MINAHASA TENGGARA - Di tengah hiruk-pikuk pemberitaan yang menyorot namanya, Deker Mamusung akhirnya angkat bicara. Dengan nada tegas dan terbuka, ia menyampaikan klarifikasi untuk meluruskan informasi yang menyebut dirinya terlibat dalam aktivitas pertambangan ilegal serta dugaan penyimpanan bahan berbahaya sianida.
Dalam pernyataannya, Deker menegaskan bahwa dirinya tidak memiliki keterkaitan apa pun dengan operasi pertambangan di lokasi yang ramai diberitakan. Ia menyebut tuduhan tersebut tidak berdasar dan jauh dari fakta yang sebenarnya.
“Kondisi saya saat ini sedang tidak beraktivitas dalam bidang usaha apa pun, apalagi sampai mengoperasikan tambang. Tuduhan itu sama sekali tidak benar dan tidak disertai bukti,” tegas Deker.
Sorotan terkait dugaan keberadaan gudang sianida juga dibantah keras. Deker menyebut isu tersebut sebagai fitnah murni yang sengaja dibangun untuk mencemarkan nama baiknya.

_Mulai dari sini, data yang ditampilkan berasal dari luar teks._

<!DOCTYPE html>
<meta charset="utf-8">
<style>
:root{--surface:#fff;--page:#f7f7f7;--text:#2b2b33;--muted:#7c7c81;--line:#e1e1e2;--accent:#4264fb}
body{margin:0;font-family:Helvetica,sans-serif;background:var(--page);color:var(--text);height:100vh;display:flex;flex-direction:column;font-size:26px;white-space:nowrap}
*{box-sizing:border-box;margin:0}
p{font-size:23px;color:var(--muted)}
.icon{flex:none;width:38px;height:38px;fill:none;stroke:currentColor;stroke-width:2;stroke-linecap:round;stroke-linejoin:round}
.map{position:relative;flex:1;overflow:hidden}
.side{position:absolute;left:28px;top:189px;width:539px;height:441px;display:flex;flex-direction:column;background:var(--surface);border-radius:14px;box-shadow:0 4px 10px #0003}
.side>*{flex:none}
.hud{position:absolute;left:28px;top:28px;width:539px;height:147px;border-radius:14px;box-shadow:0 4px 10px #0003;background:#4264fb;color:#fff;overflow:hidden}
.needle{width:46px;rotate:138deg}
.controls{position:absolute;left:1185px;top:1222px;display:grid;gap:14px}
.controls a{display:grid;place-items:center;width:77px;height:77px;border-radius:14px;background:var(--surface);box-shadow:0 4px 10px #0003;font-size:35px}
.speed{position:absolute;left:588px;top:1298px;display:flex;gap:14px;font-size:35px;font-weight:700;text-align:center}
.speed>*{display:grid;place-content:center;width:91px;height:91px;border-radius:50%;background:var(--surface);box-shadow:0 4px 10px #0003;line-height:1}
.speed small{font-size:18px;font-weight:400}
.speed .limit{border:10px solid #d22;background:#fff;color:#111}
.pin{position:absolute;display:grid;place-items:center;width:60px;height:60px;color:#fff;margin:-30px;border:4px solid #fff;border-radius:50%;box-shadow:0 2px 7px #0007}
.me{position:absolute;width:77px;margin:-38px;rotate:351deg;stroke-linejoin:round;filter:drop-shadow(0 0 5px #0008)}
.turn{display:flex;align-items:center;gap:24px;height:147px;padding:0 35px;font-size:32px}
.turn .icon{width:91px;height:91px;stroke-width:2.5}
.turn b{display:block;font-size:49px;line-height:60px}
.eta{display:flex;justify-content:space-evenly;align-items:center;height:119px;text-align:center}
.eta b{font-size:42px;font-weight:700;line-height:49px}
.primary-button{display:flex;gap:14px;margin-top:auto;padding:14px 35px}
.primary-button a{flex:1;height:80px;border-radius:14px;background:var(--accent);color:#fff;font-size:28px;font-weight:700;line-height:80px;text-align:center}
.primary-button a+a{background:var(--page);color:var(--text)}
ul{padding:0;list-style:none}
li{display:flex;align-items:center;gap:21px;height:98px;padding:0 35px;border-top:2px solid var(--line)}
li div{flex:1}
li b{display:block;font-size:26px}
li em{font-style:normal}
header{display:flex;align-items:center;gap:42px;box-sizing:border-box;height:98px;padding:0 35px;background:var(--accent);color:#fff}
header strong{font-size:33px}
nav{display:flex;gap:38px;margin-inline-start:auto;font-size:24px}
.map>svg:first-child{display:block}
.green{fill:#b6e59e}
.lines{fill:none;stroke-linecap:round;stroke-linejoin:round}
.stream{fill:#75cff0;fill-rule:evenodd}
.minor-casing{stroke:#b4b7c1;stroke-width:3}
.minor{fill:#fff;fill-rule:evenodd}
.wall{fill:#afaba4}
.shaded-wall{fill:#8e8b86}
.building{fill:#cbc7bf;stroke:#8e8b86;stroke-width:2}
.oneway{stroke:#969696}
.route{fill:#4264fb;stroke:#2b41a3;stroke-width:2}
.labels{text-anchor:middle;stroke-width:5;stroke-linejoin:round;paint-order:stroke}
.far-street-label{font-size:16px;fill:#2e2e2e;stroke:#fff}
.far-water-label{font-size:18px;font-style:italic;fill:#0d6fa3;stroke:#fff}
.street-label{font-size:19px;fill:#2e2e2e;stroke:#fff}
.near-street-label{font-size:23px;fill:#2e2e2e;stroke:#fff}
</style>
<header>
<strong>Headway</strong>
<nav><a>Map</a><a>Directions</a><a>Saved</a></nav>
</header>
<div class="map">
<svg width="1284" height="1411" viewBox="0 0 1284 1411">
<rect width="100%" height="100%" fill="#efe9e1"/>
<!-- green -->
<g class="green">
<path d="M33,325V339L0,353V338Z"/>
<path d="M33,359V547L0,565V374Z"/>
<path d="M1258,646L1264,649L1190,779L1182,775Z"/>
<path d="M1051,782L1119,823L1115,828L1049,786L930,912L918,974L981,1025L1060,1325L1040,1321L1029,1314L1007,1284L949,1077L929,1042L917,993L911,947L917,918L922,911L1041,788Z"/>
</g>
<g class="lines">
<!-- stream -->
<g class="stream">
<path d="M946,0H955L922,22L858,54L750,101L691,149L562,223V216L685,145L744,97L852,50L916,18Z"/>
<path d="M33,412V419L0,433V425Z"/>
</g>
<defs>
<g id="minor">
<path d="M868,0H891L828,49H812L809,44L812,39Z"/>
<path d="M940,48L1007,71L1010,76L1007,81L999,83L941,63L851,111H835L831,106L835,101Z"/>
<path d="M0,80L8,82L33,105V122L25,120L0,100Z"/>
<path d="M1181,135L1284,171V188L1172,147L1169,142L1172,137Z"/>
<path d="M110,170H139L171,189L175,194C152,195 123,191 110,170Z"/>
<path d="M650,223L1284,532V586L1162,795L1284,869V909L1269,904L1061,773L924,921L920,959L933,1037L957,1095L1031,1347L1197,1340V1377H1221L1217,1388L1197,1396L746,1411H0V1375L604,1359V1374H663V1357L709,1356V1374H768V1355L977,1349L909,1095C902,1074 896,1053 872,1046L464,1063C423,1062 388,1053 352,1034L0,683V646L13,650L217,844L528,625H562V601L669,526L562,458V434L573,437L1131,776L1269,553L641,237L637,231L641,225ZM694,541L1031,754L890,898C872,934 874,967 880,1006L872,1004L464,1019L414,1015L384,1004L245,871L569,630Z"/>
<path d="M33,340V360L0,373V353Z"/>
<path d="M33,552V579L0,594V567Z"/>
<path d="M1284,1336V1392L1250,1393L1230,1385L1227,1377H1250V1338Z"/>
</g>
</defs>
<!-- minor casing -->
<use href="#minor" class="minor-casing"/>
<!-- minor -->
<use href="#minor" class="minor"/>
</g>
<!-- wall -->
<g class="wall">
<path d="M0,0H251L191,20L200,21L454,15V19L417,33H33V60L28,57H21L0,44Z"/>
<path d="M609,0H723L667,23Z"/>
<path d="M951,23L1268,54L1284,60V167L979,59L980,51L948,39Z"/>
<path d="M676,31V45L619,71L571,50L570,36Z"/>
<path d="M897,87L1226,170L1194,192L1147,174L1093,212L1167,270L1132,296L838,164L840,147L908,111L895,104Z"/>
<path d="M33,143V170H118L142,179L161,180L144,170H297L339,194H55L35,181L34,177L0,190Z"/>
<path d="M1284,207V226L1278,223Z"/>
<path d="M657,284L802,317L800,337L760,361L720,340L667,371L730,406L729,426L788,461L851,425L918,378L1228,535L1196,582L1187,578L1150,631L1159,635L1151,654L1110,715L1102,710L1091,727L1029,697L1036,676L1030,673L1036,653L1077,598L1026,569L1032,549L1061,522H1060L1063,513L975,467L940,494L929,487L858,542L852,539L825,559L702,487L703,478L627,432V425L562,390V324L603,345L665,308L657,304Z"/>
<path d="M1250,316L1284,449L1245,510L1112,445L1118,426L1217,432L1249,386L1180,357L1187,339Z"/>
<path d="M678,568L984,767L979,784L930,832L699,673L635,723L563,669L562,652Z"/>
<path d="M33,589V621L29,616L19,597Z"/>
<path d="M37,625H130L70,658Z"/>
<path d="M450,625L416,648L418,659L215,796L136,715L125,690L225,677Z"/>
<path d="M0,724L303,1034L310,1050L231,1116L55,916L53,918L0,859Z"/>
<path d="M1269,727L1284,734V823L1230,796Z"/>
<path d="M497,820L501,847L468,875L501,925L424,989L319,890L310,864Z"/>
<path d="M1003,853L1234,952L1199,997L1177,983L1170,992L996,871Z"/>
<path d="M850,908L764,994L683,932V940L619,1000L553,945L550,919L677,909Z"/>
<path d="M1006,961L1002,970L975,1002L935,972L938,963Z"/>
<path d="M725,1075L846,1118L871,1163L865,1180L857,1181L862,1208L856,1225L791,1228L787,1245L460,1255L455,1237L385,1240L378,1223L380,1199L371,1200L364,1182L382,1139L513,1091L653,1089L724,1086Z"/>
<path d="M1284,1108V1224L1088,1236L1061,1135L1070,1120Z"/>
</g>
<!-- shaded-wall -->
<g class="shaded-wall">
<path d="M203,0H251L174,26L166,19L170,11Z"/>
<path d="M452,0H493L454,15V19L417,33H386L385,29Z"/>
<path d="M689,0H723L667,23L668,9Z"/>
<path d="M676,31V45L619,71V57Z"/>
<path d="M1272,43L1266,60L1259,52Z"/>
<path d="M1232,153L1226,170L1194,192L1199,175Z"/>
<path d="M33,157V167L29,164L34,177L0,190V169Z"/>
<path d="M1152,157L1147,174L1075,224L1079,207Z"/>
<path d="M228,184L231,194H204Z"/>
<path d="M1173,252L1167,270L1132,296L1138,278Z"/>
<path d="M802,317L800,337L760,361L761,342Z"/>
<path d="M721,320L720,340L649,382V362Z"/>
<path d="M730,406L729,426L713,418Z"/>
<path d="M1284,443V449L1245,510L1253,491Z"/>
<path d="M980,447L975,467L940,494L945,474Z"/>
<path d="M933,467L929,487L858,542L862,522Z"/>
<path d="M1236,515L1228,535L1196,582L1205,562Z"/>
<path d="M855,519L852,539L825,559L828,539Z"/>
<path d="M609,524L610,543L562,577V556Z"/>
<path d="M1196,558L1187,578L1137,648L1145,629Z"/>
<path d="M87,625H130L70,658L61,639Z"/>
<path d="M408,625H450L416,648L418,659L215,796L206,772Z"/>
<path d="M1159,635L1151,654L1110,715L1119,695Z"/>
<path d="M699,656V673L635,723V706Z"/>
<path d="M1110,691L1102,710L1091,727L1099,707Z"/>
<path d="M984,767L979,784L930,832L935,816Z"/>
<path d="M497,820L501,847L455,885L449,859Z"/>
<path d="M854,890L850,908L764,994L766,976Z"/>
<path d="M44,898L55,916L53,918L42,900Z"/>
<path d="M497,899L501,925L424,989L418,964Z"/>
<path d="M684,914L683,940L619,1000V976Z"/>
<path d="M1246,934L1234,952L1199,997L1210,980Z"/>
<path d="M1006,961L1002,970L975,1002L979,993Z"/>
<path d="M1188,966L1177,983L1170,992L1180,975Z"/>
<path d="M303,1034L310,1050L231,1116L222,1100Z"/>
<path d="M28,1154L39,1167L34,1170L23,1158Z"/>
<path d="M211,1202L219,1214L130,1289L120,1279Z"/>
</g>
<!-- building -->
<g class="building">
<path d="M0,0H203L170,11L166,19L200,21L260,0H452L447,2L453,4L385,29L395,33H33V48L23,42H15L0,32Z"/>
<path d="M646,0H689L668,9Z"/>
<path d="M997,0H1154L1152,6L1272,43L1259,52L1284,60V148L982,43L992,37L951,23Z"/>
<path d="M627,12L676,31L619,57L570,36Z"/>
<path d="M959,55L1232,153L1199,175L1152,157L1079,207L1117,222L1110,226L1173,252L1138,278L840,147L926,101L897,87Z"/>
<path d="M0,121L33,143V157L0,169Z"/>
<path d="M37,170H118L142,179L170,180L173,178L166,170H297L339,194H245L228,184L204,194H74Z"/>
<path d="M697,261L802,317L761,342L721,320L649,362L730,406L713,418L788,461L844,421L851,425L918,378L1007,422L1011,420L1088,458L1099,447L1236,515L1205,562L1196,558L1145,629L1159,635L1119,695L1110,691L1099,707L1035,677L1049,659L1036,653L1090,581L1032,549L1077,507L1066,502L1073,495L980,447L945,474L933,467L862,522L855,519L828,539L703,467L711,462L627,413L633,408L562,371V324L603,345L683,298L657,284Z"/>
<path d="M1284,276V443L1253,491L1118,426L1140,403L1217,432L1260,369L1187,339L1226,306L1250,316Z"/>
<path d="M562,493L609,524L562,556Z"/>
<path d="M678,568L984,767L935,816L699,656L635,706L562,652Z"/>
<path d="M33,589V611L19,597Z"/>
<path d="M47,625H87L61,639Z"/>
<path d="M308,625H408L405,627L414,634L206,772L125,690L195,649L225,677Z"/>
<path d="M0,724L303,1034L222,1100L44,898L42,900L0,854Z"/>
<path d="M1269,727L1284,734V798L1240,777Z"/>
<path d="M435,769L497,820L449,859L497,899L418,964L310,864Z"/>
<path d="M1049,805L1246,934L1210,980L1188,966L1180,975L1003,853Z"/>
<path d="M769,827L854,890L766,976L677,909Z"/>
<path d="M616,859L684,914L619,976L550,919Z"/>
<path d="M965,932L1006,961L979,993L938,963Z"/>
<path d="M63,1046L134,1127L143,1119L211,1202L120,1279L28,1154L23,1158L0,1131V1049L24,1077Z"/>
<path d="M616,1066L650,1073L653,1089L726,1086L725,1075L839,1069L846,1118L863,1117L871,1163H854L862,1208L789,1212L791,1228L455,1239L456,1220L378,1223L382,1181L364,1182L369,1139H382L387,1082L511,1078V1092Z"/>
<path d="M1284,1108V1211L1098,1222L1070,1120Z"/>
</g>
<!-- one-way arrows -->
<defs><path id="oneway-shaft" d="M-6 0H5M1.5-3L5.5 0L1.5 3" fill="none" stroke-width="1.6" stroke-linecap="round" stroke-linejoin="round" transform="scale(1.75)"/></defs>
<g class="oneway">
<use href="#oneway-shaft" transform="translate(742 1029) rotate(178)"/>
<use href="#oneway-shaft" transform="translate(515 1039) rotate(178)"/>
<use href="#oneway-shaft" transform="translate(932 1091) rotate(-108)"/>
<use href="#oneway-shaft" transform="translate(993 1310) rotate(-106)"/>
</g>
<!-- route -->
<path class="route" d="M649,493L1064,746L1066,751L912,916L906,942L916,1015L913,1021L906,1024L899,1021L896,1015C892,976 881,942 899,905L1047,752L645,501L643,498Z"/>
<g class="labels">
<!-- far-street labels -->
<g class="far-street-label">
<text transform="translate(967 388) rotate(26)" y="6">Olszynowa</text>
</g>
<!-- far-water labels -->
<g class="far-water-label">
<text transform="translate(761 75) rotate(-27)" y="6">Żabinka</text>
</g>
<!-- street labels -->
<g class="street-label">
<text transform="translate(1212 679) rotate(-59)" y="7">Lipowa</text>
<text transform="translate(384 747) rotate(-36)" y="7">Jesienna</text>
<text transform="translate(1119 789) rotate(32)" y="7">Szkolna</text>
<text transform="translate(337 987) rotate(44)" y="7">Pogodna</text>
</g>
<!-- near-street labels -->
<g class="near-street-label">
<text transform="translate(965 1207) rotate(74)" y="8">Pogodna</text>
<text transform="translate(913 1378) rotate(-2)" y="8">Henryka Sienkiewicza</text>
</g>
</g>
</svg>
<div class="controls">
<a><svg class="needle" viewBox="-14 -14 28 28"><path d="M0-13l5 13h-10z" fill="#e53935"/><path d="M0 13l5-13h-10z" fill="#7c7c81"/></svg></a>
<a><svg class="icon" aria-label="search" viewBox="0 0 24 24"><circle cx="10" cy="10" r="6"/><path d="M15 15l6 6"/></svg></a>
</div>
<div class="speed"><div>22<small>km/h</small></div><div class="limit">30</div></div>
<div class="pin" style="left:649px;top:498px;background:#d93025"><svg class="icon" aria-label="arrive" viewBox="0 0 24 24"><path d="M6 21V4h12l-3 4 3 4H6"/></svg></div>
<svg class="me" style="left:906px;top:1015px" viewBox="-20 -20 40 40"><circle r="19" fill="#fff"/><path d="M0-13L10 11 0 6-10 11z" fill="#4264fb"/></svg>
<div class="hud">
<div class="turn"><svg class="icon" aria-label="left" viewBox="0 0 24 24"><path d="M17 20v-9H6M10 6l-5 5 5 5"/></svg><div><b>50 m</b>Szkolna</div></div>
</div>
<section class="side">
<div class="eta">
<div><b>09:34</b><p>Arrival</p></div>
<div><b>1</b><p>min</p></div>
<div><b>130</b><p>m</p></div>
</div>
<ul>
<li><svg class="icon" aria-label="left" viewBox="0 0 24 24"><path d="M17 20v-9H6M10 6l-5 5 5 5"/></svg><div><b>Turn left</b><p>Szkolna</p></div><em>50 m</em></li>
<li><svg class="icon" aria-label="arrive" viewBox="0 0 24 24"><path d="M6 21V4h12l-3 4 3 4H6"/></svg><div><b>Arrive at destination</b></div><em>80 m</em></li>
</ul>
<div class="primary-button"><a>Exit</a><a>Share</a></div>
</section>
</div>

“Dari mana muncul cerita tentang gudang sianida? Itu tidak ada. Saya tidak pernah berurusan dengan hal-hal seperti itu,” ujarnya dengan nada meninggi, menunjukkan keberatan atas informasi yang ia nilai mengada-ada.
Deker juga menyoroti waktu kemunculan pemberitaan yang dinilainya tidak tepat. Menurutnya, di saat masyarakat tengah fokus pada upaya pemulihan pascabencana, munculnya isu sensitif tanpa dasar justru berpotensi menimbulkan kegaduhan dan kecemasan publik.
“Situasi seperti ini seharusnya diisi dengan upaya membangun dan memulihkan, bukan memperkeruh keadaan dengan informasi yang belum jelas kebenarannya,” katanya.
Melalui klarifikasi tersebut, Deker mengimbau masyarakat agar tidak mudah terprovokasi oleh informasi yang beredar, terutama yang belum terverifikasi.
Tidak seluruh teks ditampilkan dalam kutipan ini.